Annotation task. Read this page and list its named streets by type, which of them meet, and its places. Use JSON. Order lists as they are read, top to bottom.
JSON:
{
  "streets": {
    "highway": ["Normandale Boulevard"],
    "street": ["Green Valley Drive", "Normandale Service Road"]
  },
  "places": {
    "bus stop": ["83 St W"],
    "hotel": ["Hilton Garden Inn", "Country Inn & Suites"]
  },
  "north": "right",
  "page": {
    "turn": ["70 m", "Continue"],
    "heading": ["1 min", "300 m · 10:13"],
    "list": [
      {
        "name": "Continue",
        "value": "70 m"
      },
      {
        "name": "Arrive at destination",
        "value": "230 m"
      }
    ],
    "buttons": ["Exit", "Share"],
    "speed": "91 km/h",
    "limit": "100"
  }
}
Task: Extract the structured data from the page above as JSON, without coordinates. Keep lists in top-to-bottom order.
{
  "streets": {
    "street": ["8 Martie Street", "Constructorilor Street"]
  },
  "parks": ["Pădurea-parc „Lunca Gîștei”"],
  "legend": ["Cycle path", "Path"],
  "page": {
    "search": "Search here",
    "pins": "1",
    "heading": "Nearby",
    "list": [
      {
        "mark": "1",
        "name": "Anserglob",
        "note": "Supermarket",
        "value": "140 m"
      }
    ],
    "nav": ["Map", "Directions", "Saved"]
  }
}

####

▸ **GOAL OF THE EXERCISE**
Could you retype every record above exactly as it appears?

▸ **THE COMPLETED TASK**
Annotation task. Read this page and list its named streets by type, which of them meet, and its places. Use JSON. Order lists as they are read, top to bottom.
JSON:
{
  "streets": {
    "highway": ["Normandale Boulevard"],
    "street": ["Green Valley Drive", "Normandale Service Road"]
  },
  "places": {
    "bus stop": ["83 St W"],
    "hotel": ["Hilton Garden Inn", "Country Inn & Suites"]
  },
  "north": "right",
  "page": {
    "turn": ["70 m", "Continue"],
    "heading": ["1 min", "300 m · 10:13"],
    "list": [
      {
        "name": "Continue",
        "value": "70 m"
      },
      {
        "name": "Arrive at destination",
        "value": "230 m"
      }
    ],
    "buttons": ["Exit", "Share"],
    "speed": "91 km/h",
    "limit": "100"
  }
}
Task: Extract the structured data from the page above as JSON, without coordinates. Keep lists in top-to-bottom order.
{
  "streets": {
    "street": ["8 Martie Street", "Constructorilor Street"]
  },
  "parks": ["Pădurea-parc „Lunca Gîștei”"],
  "legend": ["Cycle path", "Path"],
  "page": {
    "search": "Search here",
    "pins": "1",
    "heading": "Nearby",
    "list": [
      {
        "mark": "1",
        "name": "Anserglob",
        "note": "Supermarket",
        "value": "140 m"
      }
    ],
    "nav": ["Map", "Directions", "Saved"]
  }
}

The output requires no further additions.